» **Task objective**:
Your copy should match the listing below word for word, with no images in it.
==*==
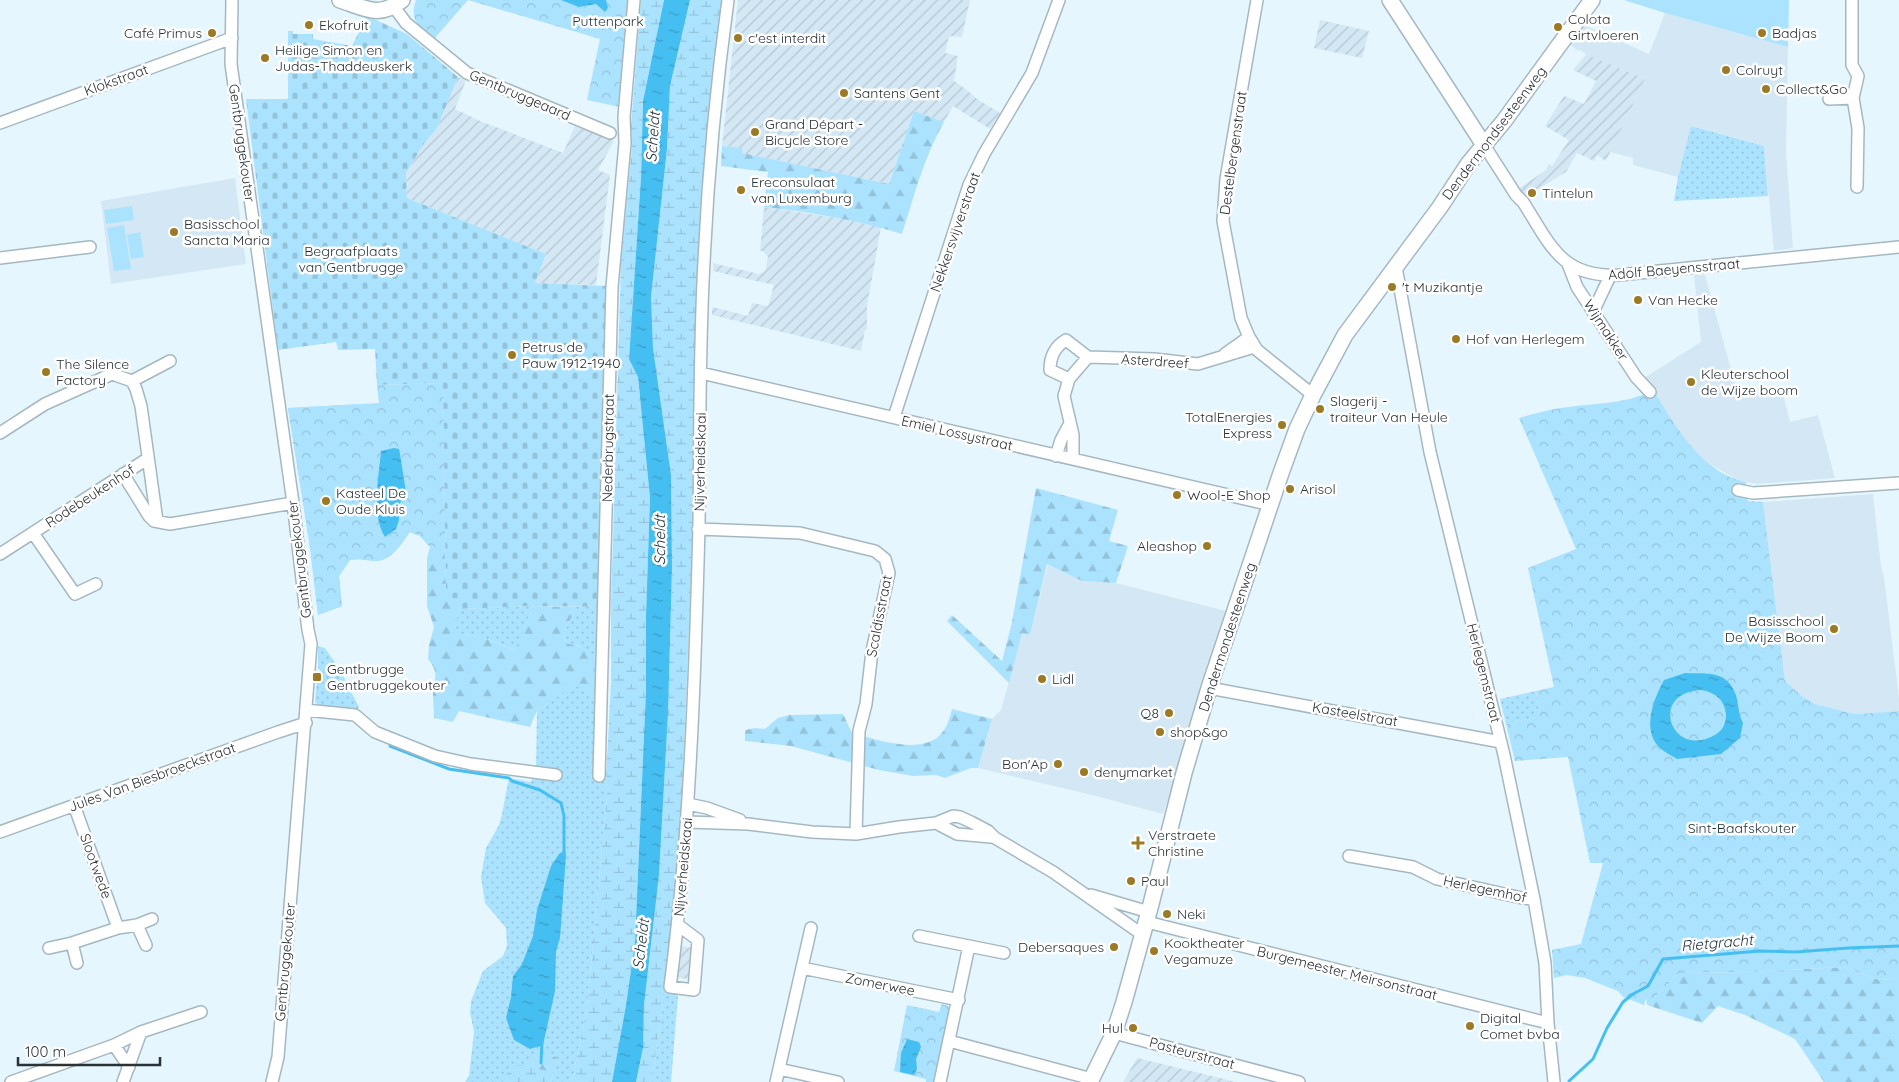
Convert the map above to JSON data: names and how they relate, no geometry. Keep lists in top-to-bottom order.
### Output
{
  "streets": {
    "main road": ["Dendermondsesteenweg", "Dendermondesteenweg"],
    "street": [
      "Klokstraat",
      "Gentbruggeaard",
      "Gentbruggekouter",
      "Destelbergenstraat",
      "Nekkersvijverstraat",
      "Adolf Baeyensstraat",
      "Wijmakker",
      "Asterdreef",
      "Emiel Lossystraat",
      "Nederbrugstraat",
      "Nijverheidskaai",
      "Rodebeukenhof",
      "Scaldisstraat",
      "Herlegemstraat",
      "Kasteelstraat",
      "Jules Van Biesbroeckstraat",
      "Slootwede",
      "Herlegemhof",
      "Burgemeester Meirsonstraat",
      "Zomerwee",
      "Pasteurstraat"
    ]
  },
  "crossings": [
    ["Klokstraat", "Gentbruggekouter"],
    ["Dendermondsesteenweg", "Destelbergenstraat"],
    ["Dendermondsesteenweg", "Adolf Baeyensstraat"],
    ["Dendermondsesteenweg", "Dendermondesteenweg"],
    ["Dendermondsesteenweg", "Herlegemstraat"],
    ["Gentbruggekouter", "Jules Van Biesbroeckstraat"],
    ["Destelbergenstraat", "Asterdreef"],
    ["Destelbergenstraat", "Dendermondesteenweg"],
    ["Nekkersvijverstraat", "Emiel Lossystraat"],
    ["Adolf Baeyensstraat", "Wijmakker"],
    ["Emiel Lossystraat", "Nijverheidskaai"],
    ["Emiel Lossystraat", "Dendermondesteenweg"],
    ["Nijverheidskaai", "Scaldisstraat"],
    ["Dendermondesteenweg", "Kasteelstraat"],
    ["Dendermondesteenweg", "Burgemeester Meirsonstraat"],
    ["Dendermondesteenweg", "Pasteurstraat"],
    ["Herlegemstraat", "Kasteelstraat"],
    ["Herlegemstraat", "Herlegemhof"],
    ["Herlegemstraat", "Burgemeester Meirsonstraat"],
    ["Jules Van Biesbroeckstraat", "Slootwede"]
  ],
  "water": ["Scheldt", "Rietgracht"],
  "parks": ["Puttenpark", "Begraafplaats van Gentbrugge", "Sint-Baafskouter"],
  "places": {
    "other": [
      "Ekofruit",
      "Colota Girtvloeren",
      "Café Primus",
      "Badjas",
      "c'est interdit",
      "Heilige Simon en Judas-Thaddeuskerk",
      "Colruyt",
      "Collect&Go",
      "Santens Gent",
      "Grand Départ - Bicycle Store",
      "Ereconsulaat van Luxemburg",
      "Tintelun",
      "Basisschool Sancta Maria",
      "'t Muzikantje",
      "Van Hecke",
      "Hof van Herlegem",
      "Petrus de Pauw 1912-1940",
      "The Silence Factory",
      "Kleuterschool de Wijze boom",
      "Slagerij - traiteur Van Heule",
      "TotalEnergies Express",
      "Arisol",
      "Wool-E Shop",
      "Kasteel De Oude Kluis",
      "Aleashop",
      "Basisschool De Wijze Boom",
      "Lidl",
      "Q8",
      "shop&go",
      "Bon'Ap",
      "denymarket",
      "Paul",
      "Neki",
      "Debersaques",
      "Kooktheater Vegamuze",
      "Digital Comet bvba",
      "Hul"
    ],
    "transit": ["Gentbrugge Gentbruggekouter"],
    "health": ["Verstraete Christine"]
  },
  "scale_bar": "100 m"
}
==*==
» **Written solution**:
Convert the map above to JSON data: names and how they relate, no geometry. Keep lists in top-to-bottom order.
### Output
{
  "streets": {
    "main road": ["Dendermondsesteenweg", "Dendermondesteenweg"],
    "street": [
      "Klokstraat",
      "Gentbruggeaard",
      "Gentbruggekouter",
      "Destelbergenstraat",
      "Nekkersvijverstraat",
      "Adolf Baeyensstraat",
      "Wijmakker",
      "Asterdreef",
      "Emiel Lossystraat",
      "Nederbrugstraat",
      "Nijverheidskaai",
      "Rodebeukenhof",
      "Scaldisstraat",
      "Herlegemstraat",
      "Kasteelstraat",
      "Jules Van Biesbroeckstraat",
      "Slootwede",
      "Herlegemhof",
      "Burgemeester Meirsonstraat",
      "Zomerwee",
      "Pasteurstraat"
    ]
  },
  "crossings": [
    ["Klokstraat", "Gentbruggekouter"],
    ["Dendermondsesteenweg", "Destelbergenstraat"],
    ["Dendermondsesteenweg", "Adolf Baeyensstraat"],
    ["Dendermondsesteenweg", "Dendermondesteenweg"],
    ["Dendermondsesteenweg", "Herlegemstraat"],
    ["Gentbruggekouter", "Jules Van Biesbroeckstraat"],
    ["Destelbergenstraat", "Asterdreef"],
    ["Destelbergenstraat", "Dendermondesteenweg"],
    ["Nekkersvijverstraat", "Emiel Lossystraat"],
    ["Adolf Baeyensstraat", "Wijmakker"],
    ["Emiel Lossystraat", "Nijverheidskaai"],
    ["Emiel Lossystraat", "Dendermondesteenweg"],
    ["Nijverheidskaai", "Scaldisstraat"],
    ["Dendermondesteenweg", "Kasteelstraat"],
    ["Dendermondesteenweg", "Burgemeester Meirsonstraat"],
    ["Dendermondesteenweg", "Pasteurstraat"],
    ["Herlegemstraat", "Kasteelstraat"],
    ["Herlegemstraat", "Herlegemhof"],
    ["Herlegemstraat", "Burgemeester Meirsonstraat"],
    ["Jules Van Biesbroeckstraat", "Slootwede"]
  ],
  "water": ["Scheldt", "Rietgracht"],
  "parks": ["Puttenpark", "Begraafplaats van Gentbrugge", "Sint-Baafskouter"],
  "places": {
    "other": [
      "Ekofruit",
      "Colota Girtvloeren",
      "Café Primus",
      "Badjas",
      "c'est interdit",
      "Heilige Simon en Judas-Thaddeuskerk",
      "Colruyt",
      "Collect&Go",
      "Santens Gent",
      "Grand Départ - Bicycle Store",
      "Ereconsulaat van Luxemburg",
      "Tintelun",
      "Basisschool Sancta Maria",
      "'t Muzikantje",
      "Van Hecke",
      "Hof van Herlegem",
      "Petrus de Pauw 1912-1940",
      "The Silence Factory",
      "Kleuterschool de Wijze boom",
      "Slagerij - traiteur Van Heule",
      "TotalEnergies Express",
      "Arisol",
      "Wool-E Shop",
      "Kasteel De Oude Kluis",
      "Aleashop",
      "Basisschool De Wijze Boom",
      "Lidl",
      "Q8",
      "shop&go",
      "Bon'Ap",
      "denymarket",
      "Paul",
      "Neki",
      "Debersaques",
      "Kooktheater Vegamuze",
      "Digital Comet bvba",
      "Hul"
    ],
    "transit": ["Gentbrugge Gentbruggekouter"],
    "health": ["Verstraete Christine"]
  },
  "scale_bar": "100 m"
}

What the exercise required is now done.